The natural setting for time-frequency analysis and Gabor Analysis is the world of functions/signals or distributions over LCA (locally compact Abelian) groups $G$. A substantial part if the theory (the existence of a Janssen representation for the frame operator, etc.) has been developed in this context, making use of appropriate function spaces, in particular the Banach Gelfand Triple based on the Segal algebra $SO(G)$. In this setting only occasionally a distinction is made between the one-dimensional
or the multidimensional (e.g. Euclidean) setting.

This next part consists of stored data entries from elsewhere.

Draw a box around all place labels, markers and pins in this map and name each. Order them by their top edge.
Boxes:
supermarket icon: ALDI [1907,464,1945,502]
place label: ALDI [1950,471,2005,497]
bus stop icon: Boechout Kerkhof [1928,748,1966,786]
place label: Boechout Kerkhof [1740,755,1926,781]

In contrast, when it comes to implementation the situation changes. Not because Gabor analysis wasn't interesting for the multi-dimensional setting. In contrast, the first important papers in the field made the connection between Gabor expansions of images and the analogy with the visual system of humans. But in terms of available code the situation is rather satisfactory for the case of 1D-signals: one can compute dual or tight Gabor atoms, construct Gabor multipliers, and has cheap algorithms for a cheap (and efficient) determination of approximate versions of these objects.

The talk will discuss the obstacles and additional problem which arise from the large dimensions (the number of pixels of the involved images), the computational costs and above all the huge storage requirements. One possible way out (or at least a special family of Gabor expansions and Gabor multipliers which can be realized) is the use of separable Gabor families. We will also try to explain the relevance of the double preconditioning approach in the 2D-setting.